AIG made the payment today with proceeds from the sale of remaining assets in Maiden Lane II, the vehicle created in 2008 to buy mortgage-linked assets, said the person, who asked not to be identified because there wasn’t a public announcement. That means the government has recovered $331 billion of the $414 billion in Troubled Asset Relief Program funds that were disbursed, the person said.
A rebounding economy and climbing stock markets are allowing companies to unwind bailouts from 2008 and 2009 designed to prevent a collapse of the banking system and protect jobs. AIG, once the world’s largest insurer, was rescued in 2008 in a bailout that swelled to $182.3 billion.
The Treasury sold $6 billion in AIG shares earlier this month, reducing its stake in the New York-based insurer to about 70 percent. AIG purchased $3 billion of the shares. The sale was the second for the department since it converted a preferred stake into 92 percent of AIG common shares in January 2011. The government cut that holding to 77 percent in a May offering.
AIG declined less than 1 percent to $28.08 today in New York and has gained 21 percent this year. The government needs to average at least $28.72 on its share sales to recoup taxpayer funds. It sold AIG shares for $29 apiece in both offerings.

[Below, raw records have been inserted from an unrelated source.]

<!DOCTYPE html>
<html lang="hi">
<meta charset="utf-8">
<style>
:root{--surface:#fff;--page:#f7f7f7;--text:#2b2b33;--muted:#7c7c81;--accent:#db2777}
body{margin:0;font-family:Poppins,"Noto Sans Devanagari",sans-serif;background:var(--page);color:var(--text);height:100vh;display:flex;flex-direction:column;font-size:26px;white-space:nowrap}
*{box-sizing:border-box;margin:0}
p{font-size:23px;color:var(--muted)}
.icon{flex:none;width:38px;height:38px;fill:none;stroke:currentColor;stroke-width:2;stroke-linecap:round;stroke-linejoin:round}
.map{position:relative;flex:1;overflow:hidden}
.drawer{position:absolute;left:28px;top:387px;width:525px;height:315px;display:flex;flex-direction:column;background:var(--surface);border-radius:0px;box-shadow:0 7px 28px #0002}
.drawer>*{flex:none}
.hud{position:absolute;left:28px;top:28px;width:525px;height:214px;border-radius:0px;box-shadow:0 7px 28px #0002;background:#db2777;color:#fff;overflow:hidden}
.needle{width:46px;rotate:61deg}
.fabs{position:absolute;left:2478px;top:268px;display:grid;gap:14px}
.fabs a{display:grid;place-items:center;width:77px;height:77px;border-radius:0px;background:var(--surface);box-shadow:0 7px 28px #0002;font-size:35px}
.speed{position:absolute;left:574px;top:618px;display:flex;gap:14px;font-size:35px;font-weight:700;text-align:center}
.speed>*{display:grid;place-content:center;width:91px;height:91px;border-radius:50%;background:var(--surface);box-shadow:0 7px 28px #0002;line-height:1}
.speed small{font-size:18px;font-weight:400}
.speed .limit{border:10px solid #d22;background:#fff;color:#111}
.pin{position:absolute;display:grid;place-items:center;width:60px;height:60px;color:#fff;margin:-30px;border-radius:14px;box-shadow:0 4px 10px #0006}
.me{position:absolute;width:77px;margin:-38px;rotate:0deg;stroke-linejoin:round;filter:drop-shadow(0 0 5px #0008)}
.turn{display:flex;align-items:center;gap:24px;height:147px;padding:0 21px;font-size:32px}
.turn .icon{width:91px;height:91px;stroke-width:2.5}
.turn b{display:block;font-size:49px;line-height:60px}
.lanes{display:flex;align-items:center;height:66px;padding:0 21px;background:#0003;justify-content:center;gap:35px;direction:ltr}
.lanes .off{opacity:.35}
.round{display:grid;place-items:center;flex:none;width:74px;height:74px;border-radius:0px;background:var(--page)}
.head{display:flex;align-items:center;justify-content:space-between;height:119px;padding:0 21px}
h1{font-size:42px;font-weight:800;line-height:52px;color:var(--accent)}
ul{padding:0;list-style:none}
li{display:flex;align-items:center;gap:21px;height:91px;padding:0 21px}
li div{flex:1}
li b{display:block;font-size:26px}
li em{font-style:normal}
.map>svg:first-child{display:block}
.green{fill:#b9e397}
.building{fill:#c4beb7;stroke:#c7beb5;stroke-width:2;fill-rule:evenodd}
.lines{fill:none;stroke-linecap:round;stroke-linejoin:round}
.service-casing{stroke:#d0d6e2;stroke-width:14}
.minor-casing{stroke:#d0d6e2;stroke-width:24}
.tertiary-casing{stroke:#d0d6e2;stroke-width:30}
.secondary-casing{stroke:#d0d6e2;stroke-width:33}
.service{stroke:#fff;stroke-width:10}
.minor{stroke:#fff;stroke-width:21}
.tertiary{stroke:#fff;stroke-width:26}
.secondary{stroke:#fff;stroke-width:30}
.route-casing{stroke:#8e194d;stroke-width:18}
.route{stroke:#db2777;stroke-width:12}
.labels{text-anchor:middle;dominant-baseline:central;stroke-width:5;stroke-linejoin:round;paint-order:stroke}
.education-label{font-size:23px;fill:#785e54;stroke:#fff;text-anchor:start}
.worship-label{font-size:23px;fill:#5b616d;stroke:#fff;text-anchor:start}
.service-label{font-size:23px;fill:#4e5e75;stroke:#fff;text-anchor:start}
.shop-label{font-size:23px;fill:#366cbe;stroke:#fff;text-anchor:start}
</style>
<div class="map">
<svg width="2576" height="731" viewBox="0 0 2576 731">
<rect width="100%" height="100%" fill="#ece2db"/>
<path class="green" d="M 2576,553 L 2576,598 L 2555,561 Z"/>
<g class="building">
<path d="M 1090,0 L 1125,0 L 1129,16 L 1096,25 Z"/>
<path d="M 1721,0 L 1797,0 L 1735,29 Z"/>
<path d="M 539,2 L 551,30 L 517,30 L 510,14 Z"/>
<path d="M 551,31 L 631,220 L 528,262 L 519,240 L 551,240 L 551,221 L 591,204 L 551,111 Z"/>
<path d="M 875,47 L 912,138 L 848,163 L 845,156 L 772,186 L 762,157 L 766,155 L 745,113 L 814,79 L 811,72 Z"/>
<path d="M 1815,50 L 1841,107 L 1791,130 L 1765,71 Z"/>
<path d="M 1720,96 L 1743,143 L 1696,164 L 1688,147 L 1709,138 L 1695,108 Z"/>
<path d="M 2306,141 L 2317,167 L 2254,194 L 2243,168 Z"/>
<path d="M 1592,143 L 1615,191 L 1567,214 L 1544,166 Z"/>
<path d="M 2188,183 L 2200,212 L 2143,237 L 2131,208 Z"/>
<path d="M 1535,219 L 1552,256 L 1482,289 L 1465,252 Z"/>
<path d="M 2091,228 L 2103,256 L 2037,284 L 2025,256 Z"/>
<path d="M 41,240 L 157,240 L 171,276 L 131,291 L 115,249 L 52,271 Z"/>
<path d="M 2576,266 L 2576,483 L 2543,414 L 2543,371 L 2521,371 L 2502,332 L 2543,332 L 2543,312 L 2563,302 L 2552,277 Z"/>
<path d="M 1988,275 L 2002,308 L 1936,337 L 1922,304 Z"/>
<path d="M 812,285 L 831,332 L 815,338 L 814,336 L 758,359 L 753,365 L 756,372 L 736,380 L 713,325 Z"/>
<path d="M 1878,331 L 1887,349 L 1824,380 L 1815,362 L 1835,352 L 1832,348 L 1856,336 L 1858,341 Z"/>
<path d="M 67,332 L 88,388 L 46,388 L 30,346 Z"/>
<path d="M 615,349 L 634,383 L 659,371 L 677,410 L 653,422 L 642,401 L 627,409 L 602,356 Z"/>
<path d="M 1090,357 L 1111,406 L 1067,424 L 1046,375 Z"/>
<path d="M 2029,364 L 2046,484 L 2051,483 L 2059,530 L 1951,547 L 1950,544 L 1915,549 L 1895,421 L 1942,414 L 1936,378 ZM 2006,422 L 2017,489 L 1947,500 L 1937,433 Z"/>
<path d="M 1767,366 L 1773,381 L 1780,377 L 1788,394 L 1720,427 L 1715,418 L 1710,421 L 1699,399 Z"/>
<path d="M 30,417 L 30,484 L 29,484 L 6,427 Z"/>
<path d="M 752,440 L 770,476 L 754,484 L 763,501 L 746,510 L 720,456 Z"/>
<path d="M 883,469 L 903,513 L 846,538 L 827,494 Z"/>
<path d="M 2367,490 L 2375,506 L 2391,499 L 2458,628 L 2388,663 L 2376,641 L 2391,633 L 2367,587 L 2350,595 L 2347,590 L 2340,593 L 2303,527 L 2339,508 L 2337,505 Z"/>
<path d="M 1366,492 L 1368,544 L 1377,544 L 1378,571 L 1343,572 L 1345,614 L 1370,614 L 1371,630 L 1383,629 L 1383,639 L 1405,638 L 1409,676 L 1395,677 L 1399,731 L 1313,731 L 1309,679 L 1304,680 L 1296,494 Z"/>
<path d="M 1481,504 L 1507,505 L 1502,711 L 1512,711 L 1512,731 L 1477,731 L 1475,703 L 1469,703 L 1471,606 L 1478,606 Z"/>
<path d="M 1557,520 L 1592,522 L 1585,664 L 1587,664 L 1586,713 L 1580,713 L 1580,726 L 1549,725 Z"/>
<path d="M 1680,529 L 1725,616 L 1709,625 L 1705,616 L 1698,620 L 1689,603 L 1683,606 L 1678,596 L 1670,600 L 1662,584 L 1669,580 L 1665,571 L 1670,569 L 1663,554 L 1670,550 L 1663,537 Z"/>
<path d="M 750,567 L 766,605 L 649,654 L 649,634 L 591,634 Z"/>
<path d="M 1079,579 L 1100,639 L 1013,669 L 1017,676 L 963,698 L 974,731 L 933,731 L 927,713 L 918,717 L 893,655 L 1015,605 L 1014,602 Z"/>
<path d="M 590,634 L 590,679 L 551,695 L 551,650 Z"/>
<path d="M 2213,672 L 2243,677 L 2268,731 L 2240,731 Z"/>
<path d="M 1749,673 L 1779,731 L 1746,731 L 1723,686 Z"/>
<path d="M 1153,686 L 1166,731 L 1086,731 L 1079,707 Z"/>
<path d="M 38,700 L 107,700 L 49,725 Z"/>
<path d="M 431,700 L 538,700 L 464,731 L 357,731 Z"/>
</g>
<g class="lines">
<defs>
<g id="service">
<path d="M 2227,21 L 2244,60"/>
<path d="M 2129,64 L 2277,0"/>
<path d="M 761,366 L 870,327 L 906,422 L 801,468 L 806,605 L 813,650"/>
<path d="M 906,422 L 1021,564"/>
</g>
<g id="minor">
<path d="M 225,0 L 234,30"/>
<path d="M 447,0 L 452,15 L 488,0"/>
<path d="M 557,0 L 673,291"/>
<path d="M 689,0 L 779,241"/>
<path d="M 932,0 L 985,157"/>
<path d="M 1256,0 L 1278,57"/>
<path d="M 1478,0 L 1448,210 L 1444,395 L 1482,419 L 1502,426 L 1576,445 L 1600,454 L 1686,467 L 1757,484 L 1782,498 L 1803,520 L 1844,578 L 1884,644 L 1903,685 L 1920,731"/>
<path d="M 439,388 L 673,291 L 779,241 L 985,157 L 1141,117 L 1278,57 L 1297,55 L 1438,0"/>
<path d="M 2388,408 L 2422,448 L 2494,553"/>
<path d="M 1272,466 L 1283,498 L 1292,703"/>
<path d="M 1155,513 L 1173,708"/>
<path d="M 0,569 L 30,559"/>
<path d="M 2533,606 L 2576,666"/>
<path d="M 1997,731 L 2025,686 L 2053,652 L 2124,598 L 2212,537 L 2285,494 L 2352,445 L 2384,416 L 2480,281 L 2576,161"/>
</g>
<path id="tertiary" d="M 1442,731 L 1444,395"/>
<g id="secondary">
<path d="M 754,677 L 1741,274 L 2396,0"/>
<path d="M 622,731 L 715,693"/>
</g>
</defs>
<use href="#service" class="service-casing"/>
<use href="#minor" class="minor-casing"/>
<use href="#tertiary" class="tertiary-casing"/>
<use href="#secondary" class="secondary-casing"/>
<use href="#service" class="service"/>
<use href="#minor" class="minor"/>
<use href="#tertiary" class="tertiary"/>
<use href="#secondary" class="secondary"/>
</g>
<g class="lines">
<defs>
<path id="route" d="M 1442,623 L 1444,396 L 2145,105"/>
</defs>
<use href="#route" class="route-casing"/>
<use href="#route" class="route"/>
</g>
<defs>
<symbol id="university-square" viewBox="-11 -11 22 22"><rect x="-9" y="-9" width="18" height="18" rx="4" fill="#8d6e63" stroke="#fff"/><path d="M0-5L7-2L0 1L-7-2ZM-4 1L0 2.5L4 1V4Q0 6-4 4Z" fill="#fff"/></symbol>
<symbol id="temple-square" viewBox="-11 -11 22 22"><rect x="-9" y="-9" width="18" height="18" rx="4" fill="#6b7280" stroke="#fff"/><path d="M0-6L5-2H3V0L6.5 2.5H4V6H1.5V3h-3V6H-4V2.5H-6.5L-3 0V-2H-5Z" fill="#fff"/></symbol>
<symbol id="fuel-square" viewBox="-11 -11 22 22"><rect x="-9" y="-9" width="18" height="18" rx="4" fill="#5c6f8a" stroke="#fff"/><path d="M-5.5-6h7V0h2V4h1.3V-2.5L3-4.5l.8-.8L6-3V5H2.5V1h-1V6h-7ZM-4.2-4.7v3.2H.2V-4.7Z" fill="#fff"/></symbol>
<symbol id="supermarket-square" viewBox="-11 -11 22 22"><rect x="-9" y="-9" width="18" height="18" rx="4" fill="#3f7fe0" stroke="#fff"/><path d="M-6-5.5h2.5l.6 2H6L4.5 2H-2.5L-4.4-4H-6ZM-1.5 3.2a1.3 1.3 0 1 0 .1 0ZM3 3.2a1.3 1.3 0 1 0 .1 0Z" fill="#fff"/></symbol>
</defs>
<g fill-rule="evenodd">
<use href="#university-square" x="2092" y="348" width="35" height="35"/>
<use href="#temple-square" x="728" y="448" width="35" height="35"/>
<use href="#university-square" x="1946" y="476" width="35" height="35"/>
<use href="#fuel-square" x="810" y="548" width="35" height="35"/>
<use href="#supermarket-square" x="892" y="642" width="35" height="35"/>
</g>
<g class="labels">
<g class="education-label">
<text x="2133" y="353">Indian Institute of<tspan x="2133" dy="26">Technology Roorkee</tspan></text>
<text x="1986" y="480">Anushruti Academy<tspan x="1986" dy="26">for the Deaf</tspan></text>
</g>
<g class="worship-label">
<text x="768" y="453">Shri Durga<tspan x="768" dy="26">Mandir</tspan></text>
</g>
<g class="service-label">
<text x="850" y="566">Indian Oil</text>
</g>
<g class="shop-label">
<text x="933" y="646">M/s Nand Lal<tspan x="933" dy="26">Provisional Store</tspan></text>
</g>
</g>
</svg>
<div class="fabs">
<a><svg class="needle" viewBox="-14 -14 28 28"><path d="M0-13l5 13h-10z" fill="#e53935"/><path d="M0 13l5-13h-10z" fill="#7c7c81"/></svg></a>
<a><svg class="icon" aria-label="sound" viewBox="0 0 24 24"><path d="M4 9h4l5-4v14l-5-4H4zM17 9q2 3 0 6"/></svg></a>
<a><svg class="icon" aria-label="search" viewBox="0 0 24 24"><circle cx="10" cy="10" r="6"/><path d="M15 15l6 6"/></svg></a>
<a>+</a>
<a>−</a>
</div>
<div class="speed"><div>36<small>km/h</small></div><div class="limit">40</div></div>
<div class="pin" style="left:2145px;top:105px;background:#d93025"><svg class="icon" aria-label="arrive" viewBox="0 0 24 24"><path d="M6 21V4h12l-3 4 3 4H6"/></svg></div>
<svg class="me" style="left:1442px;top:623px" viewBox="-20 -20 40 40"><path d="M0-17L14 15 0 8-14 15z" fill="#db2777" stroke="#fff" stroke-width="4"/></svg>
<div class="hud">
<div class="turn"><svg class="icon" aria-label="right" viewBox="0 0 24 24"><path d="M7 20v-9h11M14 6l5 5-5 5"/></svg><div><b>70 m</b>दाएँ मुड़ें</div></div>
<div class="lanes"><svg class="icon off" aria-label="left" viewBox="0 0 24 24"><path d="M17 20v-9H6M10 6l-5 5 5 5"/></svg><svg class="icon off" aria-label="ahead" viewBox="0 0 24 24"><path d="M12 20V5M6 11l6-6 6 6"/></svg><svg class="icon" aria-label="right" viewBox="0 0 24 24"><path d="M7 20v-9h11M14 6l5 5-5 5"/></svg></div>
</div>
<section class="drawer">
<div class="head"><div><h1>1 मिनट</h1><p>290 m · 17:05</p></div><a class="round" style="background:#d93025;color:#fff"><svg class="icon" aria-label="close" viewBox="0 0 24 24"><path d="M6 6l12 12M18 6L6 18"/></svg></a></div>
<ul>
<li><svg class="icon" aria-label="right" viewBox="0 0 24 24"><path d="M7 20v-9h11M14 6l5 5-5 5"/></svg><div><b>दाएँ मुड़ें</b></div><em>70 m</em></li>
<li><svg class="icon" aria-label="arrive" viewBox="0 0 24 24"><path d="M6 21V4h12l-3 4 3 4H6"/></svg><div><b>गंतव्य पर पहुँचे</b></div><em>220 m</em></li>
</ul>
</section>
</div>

AIG announced a plan March 7 to repay $8.5 billion in obligations to Treasury. Along with the Maiden Lane income, the insurer will use proceeds from selling shares of Hong Kong-based insurer AIA Group Ltd. and escrowed cash from the sale of a unit to MetLife Inc. in 2010, AIG said in its statement. Mark Herr, a spokesman for AIG, declined to comment.
The U.S. government also still owns a majority stake in Ally Financial Inc., after divesting holdings in banks including Citigroup Inc. (C) and cutting its investment in General Motors Co. (GM).